Poster Presentation BacPath 13: Molecular Analysis of Bacterial Pathogens Conference 2015

Impact of cefepime treatment on antibiotic resistance patterns in the Enterobacteriaceae (#178)

Carola Venturini 1 2 , Andrew Ginn 1 2 , Sally Partridge 1 2 , Guy Tsafnat 3 , Jon Iredell 1 2
  1. Centre for Infectious Diseases and Microbiology, Westmead Millennium Institute, Westmead, NSW, Australia
  2. Institute of Emerging Infectious Diseases and Biosecurity Marie Bashir Institute, The University of Sydney, Sydney, NSW, Australia
  3. Australian Institute of Health Innovation, Macquarie University, Sydney, NSW, Australia

Multiple antibiotic resistance in Gram-negative bacteria causing life-threatening sepsis, heavily impacts the ICU where antibiotic usage is high and patients more vulnerable, leading to increased morbidity and mortality.1 Timely antibiotic intervention is critical in improving survival,2 and preservation of susceptibility to broad-spectrum antibiotics for effective empiric therapy is paramount. Controlled antibiotic usage (“stewardship”) has thus become a primary public health agenda.3 Different antibiotics are known to have different effects on the composition of the gut microbiome,4, 5 and better understanding of these effects is needed to guide stewardship decisions. Cefepime has been advocated as effective empiric therapy but its in vivo efficacy and impact on resistance are still disputed.6,7

In this study, we compared cefepime treatment with anti-pseudomonal penicillin combinations (APP-β) by determining Enterobacteriaceae colonization and resistance rates at admission and after antibiotic therapy in 206 ICU patients. We also characterized the E. coli population in a subset of 12 patients by sequencing (paired-end MiSeq) representative pools of perineal clones before and after cefepime therapy. Reads were run against the NCBI database (BLAST8) and genetic features linked to transmissible resistance were carefully annotated (Attacca9).

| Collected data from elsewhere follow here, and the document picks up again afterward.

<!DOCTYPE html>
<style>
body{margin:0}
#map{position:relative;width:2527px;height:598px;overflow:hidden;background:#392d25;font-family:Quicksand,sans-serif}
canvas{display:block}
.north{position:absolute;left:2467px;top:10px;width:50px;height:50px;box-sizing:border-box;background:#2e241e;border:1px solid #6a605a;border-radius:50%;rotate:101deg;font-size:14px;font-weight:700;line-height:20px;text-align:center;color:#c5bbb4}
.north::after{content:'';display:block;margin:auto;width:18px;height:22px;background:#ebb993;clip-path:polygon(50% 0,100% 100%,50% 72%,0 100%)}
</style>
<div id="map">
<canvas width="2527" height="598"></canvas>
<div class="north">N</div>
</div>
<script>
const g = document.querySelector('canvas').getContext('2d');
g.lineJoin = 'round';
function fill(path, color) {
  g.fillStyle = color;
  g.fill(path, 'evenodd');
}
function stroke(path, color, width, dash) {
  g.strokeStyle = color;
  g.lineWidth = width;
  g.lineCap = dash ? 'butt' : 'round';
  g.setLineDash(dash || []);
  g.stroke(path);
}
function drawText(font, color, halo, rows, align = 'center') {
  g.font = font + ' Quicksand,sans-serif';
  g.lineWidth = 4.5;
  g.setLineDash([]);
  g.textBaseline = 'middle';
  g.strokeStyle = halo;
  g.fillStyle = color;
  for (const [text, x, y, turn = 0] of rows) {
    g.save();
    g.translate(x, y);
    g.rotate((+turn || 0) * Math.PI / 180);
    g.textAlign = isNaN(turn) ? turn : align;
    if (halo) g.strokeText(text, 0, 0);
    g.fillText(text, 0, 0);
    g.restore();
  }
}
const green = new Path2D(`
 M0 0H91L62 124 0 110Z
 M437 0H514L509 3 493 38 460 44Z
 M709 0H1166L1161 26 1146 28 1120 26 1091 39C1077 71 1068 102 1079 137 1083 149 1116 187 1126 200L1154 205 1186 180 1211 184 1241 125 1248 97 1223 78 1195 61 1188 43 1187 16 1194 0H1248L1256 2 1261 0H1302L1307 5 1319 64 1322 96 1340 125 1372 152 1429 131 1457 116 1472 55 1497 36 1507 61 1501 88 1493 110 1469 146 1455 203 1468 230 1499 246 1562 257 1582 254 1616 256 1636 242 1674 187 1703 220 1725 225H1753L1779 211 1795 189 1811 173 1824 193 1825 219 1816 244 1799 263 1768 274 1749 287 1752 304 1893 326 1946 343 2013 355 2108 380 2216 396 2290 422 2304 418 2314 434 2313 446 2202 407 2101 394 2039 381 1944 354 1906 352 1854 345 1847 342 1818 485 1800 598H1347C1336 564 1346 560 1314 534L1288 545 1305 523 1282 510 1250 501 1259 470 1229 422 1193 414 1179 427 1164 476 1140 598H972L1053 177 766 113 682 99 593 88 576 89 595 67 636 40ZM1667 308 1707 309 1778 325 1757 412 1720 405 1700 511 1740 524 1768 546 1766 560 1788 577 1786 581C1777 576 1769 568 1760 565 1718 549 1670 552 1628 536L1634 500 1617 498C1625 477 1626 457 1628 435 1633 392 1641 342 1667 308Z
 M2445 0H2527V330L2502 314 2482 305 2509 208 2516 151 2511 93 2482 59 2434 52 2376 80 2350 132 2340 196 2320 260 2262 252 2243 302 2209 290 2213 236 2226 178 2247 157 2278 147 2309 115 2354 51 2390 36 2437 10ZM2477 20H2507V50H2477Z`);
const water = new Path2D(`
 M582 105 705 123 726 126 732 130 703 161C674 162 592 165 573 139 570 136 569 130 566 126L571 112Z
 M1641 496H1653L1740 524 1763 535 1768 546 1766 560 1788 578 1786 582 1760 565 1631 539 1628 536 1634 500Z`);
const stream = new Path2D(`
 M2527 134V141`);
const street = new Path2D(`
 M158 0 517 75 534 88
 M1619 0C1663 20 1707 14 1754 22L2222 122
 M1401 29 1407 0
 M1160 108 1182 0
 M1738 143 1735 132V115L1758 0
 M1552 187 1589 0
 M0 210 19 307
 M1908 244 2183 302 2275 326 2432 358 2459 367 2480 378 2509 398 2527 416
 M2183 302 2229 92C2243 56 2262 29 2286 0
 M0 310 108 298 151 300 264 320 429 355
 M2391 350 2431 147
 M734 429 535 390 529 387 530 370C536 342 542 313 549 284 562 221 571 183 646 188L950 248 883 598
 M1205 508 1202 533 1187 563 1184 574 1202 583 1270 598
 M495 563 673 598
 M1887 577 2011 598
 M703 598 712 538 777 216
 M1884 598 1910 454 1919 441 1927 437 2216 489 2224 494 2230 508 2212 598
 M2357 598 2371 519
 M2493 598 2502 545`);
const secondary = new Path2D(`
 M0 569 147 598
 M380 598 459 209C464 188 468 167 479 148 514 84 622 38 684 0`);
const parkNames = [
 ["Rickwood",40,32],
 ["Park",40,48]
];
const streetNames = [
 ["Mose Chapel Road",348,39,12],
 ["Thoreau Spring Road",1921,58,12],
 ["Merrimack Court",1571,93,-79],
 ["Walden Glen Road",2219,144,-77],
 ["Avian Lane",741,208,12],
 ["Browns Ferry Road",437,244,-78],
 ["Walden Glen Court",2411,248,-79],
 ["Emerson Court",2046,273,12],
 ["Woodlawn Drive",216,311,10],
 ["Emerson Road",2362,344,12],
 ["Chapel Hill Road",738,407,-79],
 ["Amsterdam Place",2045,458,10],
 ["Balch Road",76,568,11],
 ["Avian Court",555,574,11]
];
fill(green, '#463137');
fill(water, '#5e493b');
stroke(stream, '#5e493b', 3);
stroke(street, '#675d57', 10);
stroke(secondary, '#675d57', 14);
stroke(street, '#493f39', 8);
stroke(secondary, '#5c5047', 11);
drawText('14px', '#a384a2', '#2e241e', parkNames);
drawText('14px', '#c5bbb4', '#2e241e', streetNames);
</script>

Cefepime treatment was the main driver of both acquisition of resistant Enterobacteriaceae after therapy (p=0.027) and increased APP-β resistance (p=0.027). Accordingly, we observed that in the 'after' cefepime E. coli sample, the frequency of specific genes with strong links to multiple resistance (e.g. strAB, sul2) increased, while other genes (e.g. blaCMY-2) and markers of transmissible resistance (e.g. IncI1rep) were detected exclusively in the 'after' sample.

This study shows that in vivo APP-β is superior to cefepime in curtailing resistance development in Gram-negative Enterobacteriaceae. For truly effective stewardship intervention, the type of antibiotics used must be carefully considered due to possible implications for both the transmission of antibiotic resistance determinants and establishment of resistant populations.

  1. WHO (2014) Antimicrobial resistance: global report on surveillance 2014 http://www.who.int/drugresistance/documents/surveillancereport/en/
  2. Kumar et al. (2006) Duration of hypotension before initiation of effective antimicrobial therapy is the critical determinant of survival in human septic shock. Crit Care Med. 34:1589-96.
  3. National Health and Hospitals Network Act 2011 Australian Commission on Quality and Safety in Health Care Commonwealth of Australia
  4. Jernberg C et al. (2007) Long-term ecological impacts of antibiotic administration on the human intestinal microbiota. ISME J. 1:56-66.
  5. Rahal JJ et al. (1998) Class restriction of cephalosporin use to control total cephalosporin resistance in nosocomial Klebsiella. Jama. 280:1233-7.
  6. Ginn AN et al. (2012) The ecology of antibiotic use in the ICU: homogeneous prescribing of cefepime but not tazocin selects for antibiotic resistant infection. PLoS One. 7(6):e38719.
  7. Endimiani et al. (2008) Cefepime: a reappraisal in an era of increasing antimicrobial resistance. Expert Rev Anti Infect Ther. 6:805-24.
  8. Altschul SF et al. (1990) Basic local alignment search tool. J Mol Biol. 215:403-10.
  9. Tsafnat G et al. (2009) Context-driven discovery of gene cassettes in mobile integrons using a computational grammar. BMC Bioinformatics. 10:281.